[Saved entries]
== Segment start ==

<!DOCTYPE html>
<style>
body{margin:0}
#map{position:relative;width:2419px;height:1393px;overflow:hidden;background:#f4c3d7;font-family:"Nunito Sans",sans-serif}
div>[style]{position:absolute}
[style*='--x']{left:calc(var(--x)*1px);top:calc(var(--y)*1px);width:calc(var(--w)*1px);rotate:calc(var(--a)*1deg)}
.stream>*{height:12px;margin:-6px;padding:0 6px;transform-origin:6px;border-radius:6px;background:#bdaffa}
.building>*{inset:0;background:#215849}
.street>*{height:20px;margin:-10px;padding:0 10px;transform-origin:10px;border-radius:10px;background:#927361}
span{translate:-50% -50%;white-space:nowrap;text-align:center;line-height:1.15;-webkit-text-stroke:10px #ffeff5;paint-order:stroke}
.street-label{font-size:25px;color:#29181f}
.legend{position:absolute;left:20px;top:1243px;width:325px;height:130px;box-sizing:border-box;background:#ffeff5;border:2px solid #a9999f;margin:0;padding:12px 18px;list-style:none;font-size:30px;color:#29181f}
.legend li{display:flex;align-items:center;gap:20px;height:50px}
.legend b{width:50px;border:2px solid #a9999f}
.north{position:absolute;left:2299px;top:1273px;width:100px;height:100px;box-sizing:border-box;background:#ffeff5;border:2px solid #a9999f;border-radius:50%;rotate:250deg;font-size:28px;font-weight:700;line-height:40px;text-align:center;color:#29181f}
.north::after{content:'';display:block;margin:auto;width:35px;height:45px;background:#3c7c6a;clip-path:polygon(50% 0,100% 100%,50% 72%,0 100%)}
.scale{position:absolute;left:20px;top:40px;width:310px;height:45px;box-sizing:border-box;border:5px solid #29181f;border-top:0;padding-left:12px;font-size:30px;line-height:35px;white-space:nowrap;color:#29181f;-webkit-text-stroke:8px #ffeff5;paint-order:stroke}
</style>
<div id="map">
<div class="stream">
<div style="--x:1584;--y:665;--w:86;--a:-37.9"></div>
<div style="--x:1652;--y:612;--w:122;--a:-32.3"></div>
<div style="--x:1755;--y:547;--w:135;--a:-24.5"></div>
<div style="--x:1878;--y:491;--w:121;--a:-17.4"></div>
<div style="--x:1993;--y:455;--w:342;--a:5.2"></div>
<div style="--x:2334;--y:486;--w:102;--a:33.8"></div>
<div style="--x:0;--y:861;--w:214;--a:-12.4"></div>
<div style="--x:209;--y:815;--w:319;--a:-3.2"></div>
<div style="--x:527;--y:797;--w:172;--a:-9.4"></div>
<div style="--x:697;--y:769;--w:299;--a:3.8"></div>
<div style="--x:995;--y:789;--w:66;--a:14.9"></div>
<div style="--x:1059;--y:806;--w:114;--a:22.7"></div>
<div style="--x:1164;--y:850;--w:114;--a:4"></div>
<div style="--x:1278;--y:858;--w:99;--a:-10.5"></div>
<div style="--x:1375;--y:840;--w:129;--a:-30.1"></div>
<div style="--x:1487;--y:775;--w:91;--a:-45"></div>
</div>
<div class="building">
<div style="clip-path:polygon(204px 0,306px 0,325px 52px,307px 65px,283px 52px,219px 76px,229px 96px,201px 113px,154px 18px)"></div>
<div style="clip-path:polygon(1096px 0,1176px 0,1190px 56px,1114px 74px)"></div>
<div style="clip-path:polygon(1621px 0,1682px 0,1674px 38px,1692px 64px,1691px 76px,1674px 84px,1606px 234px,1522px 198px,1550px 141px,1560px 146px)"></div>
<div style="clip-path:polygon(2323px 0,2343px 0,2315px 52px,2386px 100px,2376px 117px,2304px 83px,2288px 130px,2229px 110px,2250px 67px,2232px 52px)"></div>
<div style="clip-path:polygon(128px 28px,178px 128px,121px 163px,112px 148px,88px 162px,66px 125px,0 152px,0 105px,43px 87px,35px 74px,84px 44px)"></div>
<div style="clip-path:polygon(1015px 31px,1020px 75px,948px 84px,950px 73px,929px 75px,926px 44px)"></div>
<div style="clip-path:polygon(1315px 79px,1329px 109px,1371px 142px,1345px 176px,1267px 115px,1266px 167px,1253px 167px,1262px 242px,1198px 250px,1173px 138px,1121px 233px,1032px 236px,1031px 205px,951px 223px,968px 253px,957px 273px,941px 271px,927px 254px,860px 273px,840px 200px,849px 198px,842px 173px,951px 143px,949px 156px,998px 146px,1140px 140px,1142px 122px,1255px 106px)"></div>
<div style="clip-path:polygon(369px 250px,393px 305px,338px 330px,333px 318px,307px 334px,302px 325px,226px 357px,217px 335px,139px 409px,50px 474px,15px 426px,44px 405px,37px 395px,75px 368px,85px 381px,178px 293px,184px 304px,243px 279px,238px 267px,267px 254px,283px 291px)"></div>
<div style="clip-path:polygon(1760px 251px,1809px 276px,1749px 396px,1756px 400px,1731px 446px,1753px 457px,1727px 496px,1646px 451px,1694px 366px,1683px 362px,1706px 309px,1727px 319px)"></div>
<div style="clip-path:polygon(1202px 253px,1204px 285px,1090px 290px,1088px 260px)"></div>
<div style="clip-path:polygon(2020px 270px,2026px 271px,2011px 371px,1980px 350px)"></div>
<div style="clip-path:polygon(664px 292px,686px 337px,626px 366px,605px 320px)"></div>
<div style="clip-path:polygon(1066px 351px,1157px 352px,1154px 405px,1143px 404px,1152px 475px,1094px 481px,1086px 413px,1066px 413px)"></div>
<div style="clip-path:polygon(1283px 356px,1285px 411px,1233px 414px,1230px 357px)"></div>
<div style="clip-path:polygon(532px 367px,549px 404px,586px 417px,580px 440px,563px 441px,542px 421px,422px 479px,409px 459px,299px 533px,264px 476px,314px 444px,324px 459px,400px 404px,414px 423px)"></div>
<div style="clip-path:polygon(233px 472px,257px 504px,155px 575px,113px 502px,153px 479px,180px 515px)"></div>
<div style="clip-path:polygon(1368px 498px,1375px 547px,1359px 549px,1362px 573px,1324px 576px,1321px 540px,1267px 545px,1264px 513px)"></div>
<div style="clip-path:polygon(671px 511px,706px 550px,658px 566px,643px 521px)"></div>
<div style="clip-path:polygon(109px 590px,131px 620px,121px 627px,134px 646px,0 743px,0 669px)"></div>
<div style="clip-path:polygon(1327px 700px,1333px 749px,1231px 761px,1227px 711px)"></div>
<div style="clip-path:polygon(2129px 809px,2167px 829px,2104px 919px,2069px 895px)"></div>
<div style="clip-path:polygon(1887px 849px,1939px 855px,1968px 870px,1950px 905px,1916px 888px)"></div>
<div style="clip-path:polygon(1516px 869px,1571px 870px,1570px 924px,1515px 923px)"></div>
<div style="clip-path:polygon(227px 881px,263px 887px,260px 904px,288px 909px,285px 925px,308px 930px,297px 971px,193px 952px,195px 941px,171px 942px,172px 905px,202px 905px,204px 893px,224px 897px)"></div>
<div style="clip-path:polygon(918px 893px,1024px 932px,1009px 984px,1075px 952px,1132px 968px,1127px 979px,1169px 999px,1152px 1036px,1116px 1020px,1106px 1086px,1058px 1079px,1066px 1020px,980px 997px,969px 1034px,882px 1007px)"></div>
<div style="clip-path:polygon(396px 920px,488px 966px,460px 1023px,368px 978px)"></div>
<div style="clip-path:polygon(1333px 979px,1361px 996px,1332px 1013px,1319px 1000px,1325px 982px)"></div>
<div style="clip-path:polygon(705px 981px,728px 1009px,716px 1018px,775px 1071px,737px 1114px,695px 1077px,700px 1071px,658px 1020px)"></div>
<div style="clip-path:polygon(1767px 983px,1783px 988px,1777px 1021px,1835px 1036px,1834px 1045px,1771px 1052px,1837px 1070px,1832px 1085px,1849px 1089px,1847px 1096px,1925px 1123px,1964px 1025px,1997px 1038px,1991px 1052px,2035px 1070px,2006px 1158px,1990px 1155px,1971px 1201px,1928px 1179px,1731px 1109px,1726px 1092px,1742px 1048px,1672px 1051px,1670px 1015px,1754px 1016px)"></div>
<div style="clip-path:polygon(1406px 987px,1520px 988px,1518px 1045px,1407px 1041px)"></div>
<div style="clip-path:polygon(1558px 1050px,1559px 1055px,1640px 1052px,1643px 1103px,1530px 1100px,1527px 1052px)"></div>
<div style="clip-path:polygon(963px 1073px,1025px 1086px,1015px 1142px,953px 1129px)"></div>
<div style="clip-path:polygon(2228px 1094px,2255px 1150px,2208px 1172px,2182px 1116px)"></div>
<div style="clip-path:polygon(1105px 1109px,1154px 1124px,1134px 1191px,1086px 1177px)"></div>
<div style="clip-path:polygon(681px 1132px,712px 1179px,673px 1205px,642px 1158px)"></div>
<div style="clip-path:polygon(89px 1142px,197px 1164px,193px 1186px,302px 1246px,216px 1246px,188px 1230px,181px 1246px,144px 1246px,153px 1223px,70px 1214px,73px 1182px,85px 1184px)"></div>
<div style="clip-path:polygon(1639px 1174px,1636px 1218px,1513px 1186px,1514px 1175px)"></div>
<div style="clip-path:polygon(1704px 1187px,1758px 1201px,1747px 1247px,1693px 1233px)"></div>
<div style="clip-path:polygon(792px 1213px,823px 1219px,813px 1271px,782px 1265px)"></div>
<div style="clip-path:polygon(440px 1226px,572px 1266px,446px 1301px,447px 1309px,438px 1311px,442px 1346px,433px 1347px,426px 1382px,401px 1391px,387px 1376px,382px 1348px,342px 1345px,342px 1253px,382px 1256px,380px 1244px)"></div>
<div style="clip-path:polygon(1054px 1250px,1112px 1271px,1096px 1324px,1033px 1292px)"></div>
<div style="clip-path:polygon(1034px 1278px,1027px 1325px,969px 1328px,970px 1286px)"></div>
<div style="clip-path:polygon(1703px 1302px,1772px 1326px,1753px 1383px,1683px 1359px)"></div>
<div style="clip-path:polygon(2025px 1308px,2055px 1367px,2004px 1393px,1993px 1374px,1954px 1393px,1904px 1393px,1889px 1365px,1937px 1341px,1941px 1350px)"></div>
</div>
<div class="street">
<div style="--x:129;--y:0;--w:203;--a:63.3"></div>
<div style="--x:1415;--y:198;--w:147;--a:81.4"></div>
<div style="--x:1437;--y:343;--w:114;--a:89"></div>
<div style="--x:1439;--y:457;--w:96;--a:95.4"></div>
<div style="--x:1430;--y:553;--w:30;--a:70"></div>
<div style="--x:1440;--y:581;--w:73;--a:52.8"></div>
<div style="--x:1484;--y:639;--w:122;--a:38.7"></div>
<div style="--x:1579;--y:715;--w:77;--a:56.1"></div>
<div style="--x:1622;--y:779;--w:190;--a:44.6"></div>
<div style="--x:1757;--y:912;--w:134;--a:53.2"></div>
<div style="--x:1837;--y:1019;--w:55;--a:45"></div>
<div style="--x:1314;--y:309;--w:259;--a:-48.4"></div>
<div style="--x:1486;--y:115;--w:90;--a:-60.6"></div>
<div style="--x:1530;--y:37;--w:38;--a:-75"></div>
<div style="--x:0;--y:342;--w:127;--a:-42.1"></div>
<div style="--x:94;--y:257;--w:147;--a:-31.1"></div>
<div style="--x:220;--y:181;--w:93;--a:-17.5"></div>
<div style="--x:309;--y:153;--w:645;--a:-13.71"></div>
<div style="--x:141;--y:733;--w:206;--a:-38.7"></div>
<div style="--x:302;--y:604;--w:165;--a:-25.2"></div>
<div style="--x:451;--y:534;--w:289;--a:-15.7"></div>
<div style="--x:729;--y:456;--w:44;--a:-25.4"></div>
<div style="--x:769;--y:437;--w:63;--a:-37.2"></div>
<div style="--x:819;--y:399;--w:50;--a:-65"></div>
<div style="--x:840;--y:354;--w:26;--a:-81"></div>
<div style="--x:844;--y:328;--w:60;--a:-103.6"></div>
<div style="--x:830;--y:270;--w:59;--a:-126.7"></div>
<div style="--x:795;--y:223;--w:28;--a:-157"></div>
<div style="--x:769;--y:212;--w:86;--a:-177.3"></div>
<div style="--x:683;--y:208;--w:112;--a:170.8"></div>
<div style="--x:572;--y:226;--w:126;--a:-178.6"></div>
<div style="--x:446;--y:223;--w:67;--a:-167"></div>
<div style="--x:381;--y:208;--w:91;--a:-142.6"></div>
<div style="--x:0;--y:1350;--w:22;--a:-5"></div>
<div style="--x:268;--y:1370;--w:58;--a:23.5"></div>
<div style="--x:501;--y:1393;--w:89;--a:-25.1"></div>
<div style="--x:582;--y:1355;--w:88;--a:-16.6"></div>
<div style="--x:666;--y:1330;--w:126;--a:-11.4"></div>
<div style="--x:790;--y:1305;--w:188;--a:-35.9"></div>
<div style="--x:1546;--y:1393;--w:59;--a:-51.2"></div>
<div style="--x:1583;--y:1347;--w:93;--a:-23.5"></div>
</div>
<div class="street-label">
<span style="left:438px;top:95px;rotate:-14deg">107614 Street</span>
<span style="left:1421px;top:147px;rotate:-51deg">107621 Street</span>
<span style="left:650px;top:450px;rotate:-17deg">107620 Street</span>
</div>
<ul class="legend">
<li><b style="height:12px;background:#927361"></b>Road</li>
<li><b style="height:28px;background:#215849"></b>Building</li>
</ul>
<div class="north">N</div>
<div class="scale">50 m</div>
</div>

== Segment end ==

**WORK TO COMPLETE:** Across the data, pull every line containing the string "stream".

**OUTPUT BELOW:**
.stream>*{height:12px;margin:-6px;padding:0 6px;transform-origin:6px;border-radius:6px;background:#bdaffa}
<div class="stream">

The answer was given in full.